After that, another "performed" events may be delivered, with an 
isInertia flag set to true. Whole gesture is delivered to a single node 
that was picked on gesture coordinates in time of gesture start.

The SwipeEvent is a one-time event. When all the touch points involved 
in a gesture are pressed, then moved in the same direction and released, 
we recognize the gesture and deliver it as a single SwipeEvent 
(containing the swipe direction). Note that the described gesture 
produces also ScrollEvents, they are not exlusive with swipe.

The gestures specifically:

ScrollEvent has types SCROLL_STARTED, SCROLL, SCROLL_FINISHED. The 
started/finished notifications are generated only by touch gestures, 
mouse wheel still generates only one-time SCROLL event. In addition to 
the formerly existing deltaX and deltaY fields it has totalDeltaX and 
totalDeltaY (those contain zeros for mouse wheel scrolling). There is 
also a new field touchCount that specifies how many touch points are 
used for the gesture (a new gesture is started each time the touch count 
changes).

ZoomEvent has types ZOOM_STARTED, ZOOM, ZOOM_FINISHED. It contains 
zoomFactor and totalZoomFactor. The values are to be multiplied with 
node's scale - values greater than 1 mean zooming in, values between 
zero and one mean zooming out.

RotateEvent has types ROTATION_STARTED, ROTATE, ROTATION_FINISHED. It 
contains angle and totalAngle. The angles are in degrees and are meant 
to be added to node's rotation - positive values mean clock-wise rotation.

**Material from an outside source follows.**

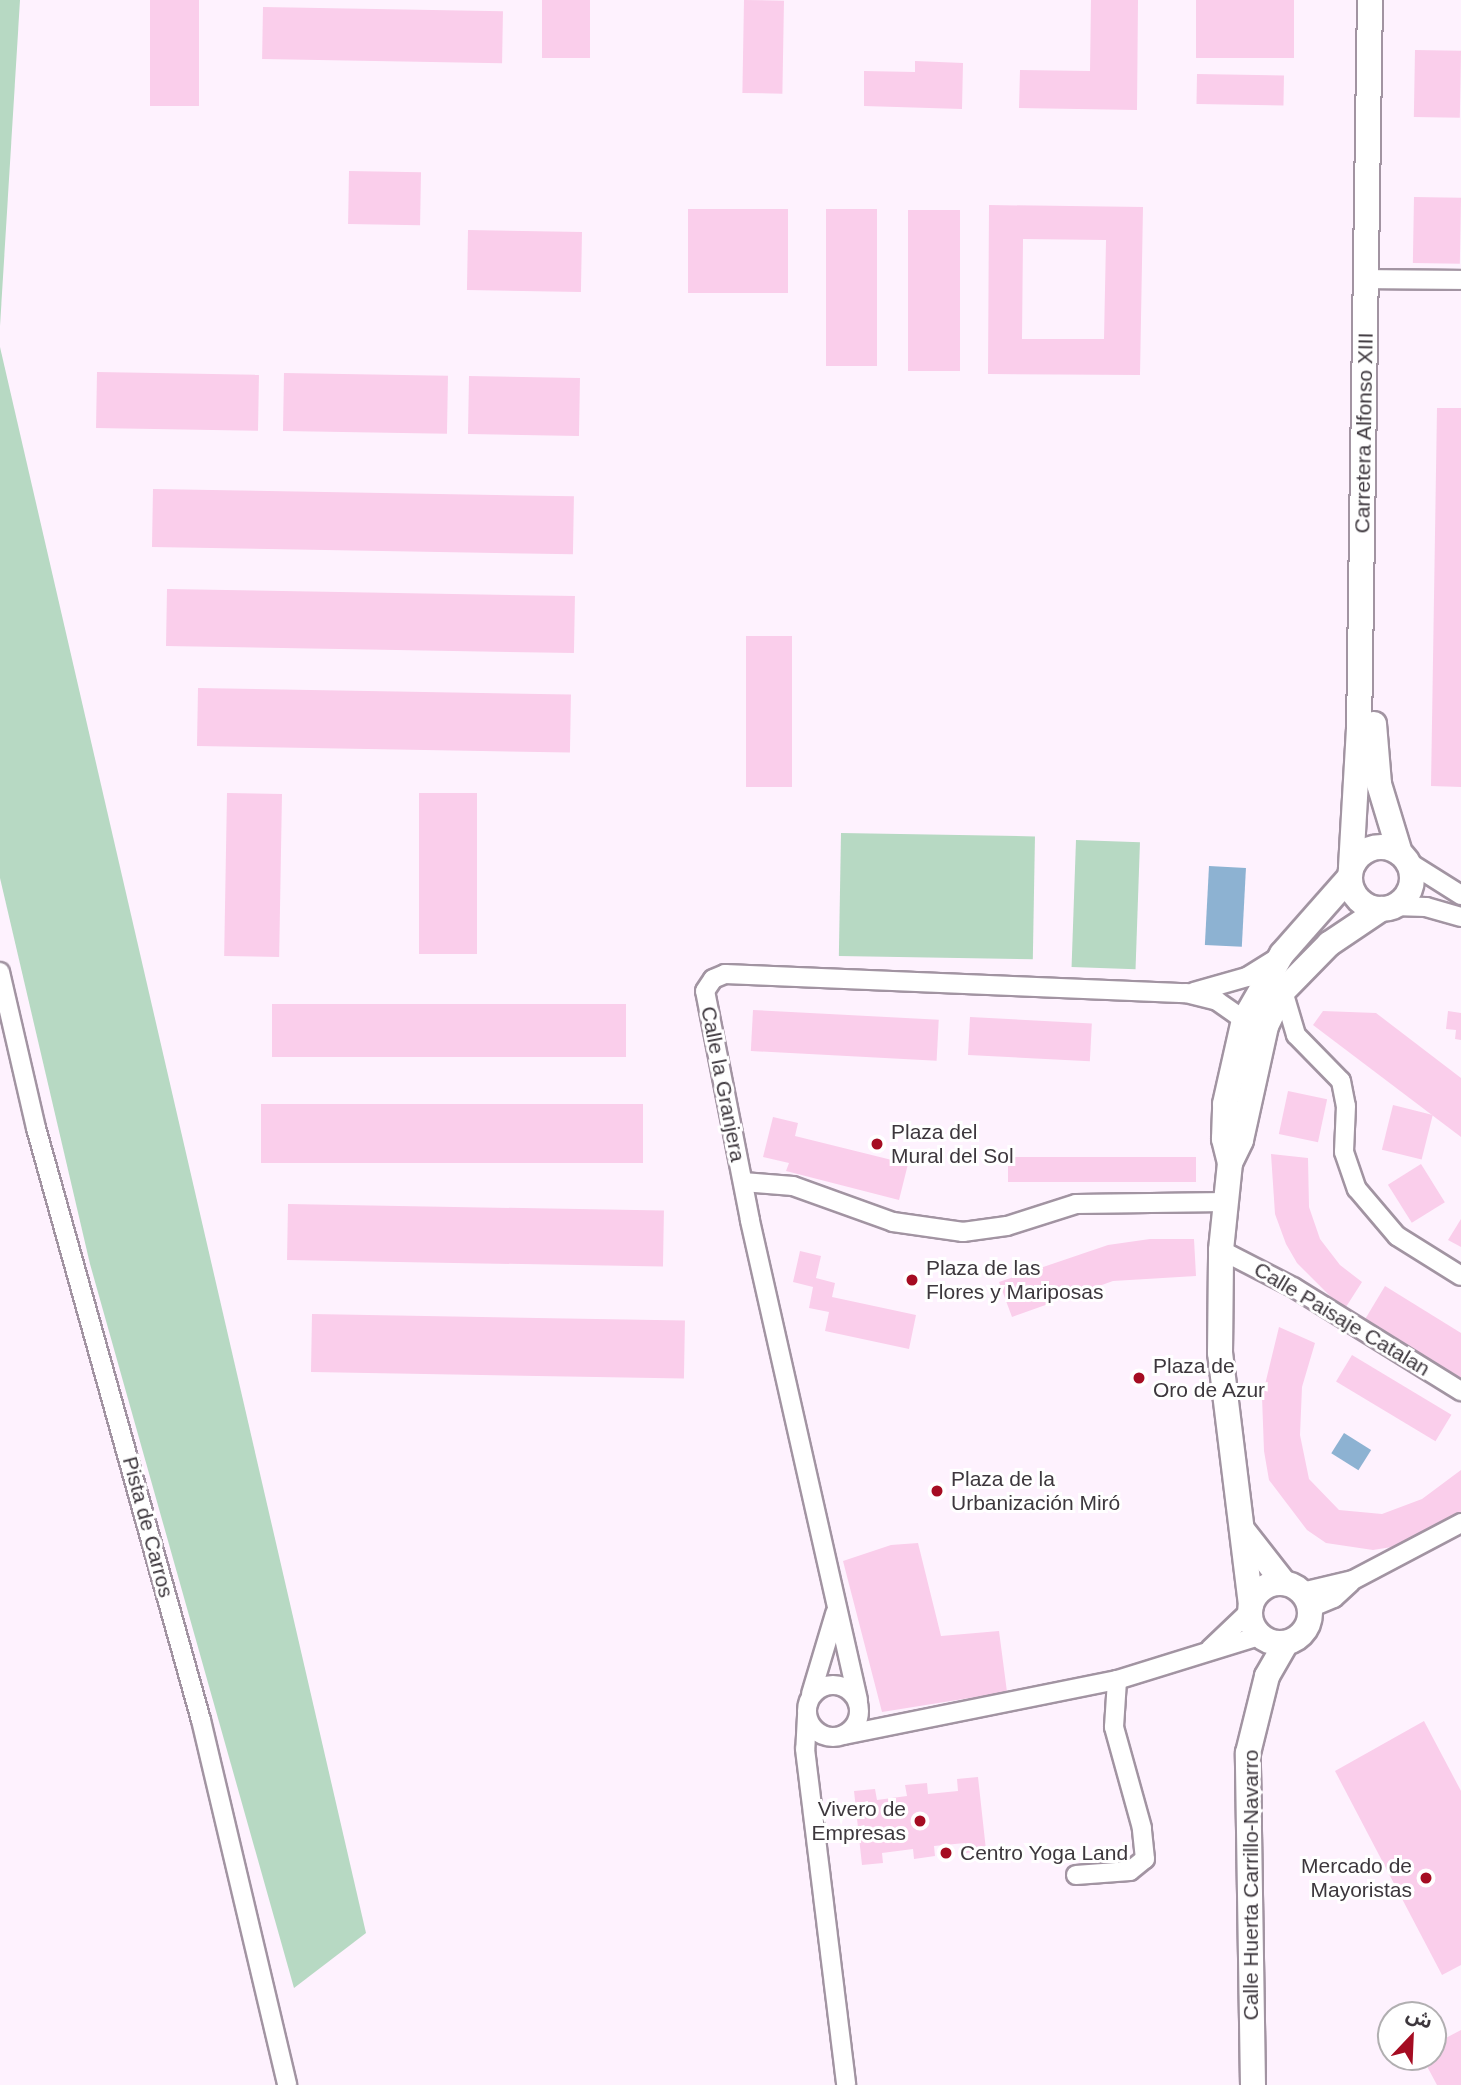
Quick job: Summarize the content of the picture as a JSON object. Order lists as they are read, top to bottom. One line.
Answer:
{"streets":{"street":["Carretera Alfonso XIII","Calle la Granjera","Calle Paisaje Catalan","Pista de Carros","Calle Huerta Carrillo-Navarro"]},"crossings":[["Calle Paisaje Catalan","Calle Huerta Carrillo-Navarro"]],"places":["Plaza del Mural del Sol","Plaza de las Flores y Mariposas","Plaza de Oro de Azur","Plaza de la Urbanización Miró","Vivero de Empresas","Centro Yoga Land","Mercado de Mayoristas"],"north":"top right"}
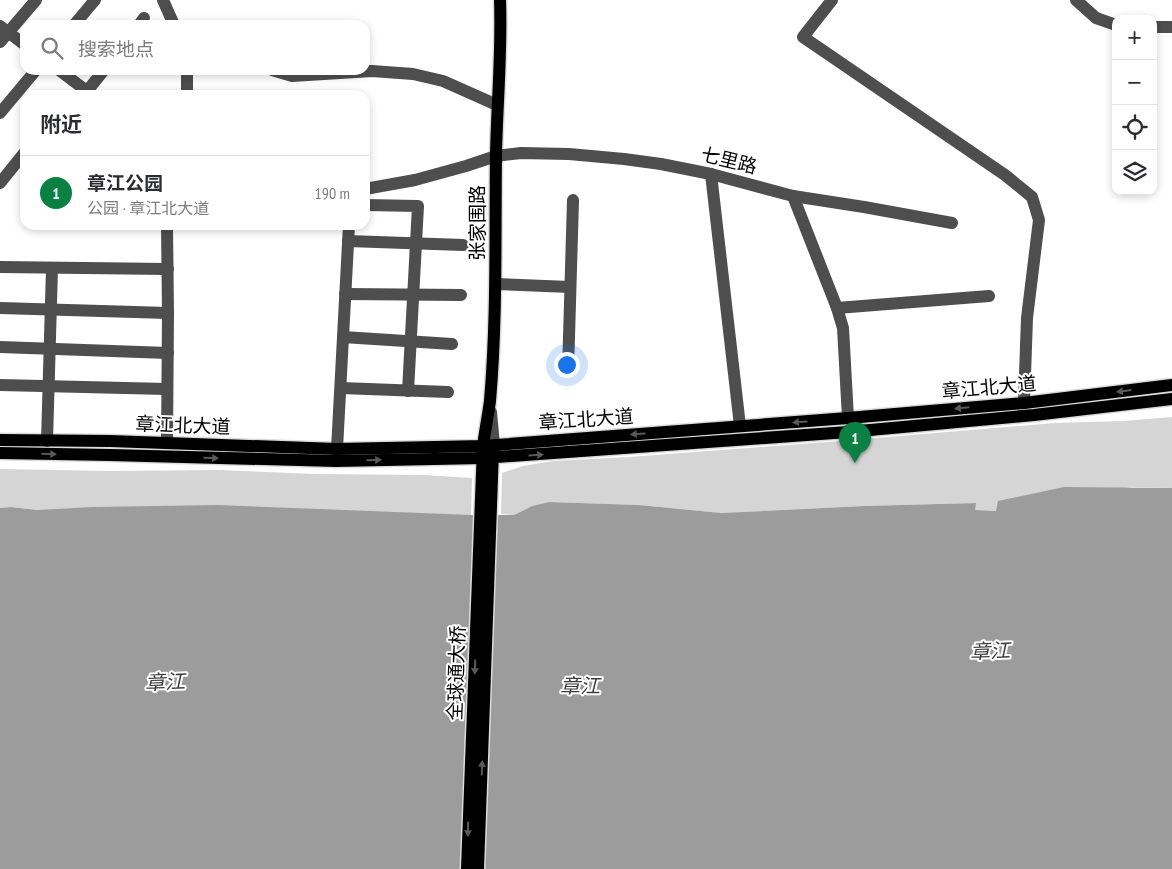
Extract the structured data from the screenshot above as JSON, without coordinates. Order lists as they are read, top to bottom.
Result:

SwipeEvent has types SWIPE_LEFT, SWIPE_RIGHT, SWIPE_UP, SWIPE_DOWN and 
contains touchCount field. On touch screen it is delivered to the node 
picked on center point of the entire gesture.

* Touch events *

The TouchEvent can be used for tracking all the particular touch points. 
They are delivered for touch screen actions only, trackpad doesn't 
produce them.

Each event carries a touch point (representing one pressed finger) and 
references to all other touch points. This design allows for handling 
and consuming each finger separately while making it possible to 
encapsulate handling of more complex multi-touch gestures in which not 
all touch points need to be over the handling node. In any moment of a 
multi-touch action, we have a set of touch points - for each of those 
touch points we create one touch event. This bunch of events is called 
"event set" and is marked by a common eventSetId number. All touch 
events from the set carry the same list of touch points, each of them 
carries different one as the "main" touch point.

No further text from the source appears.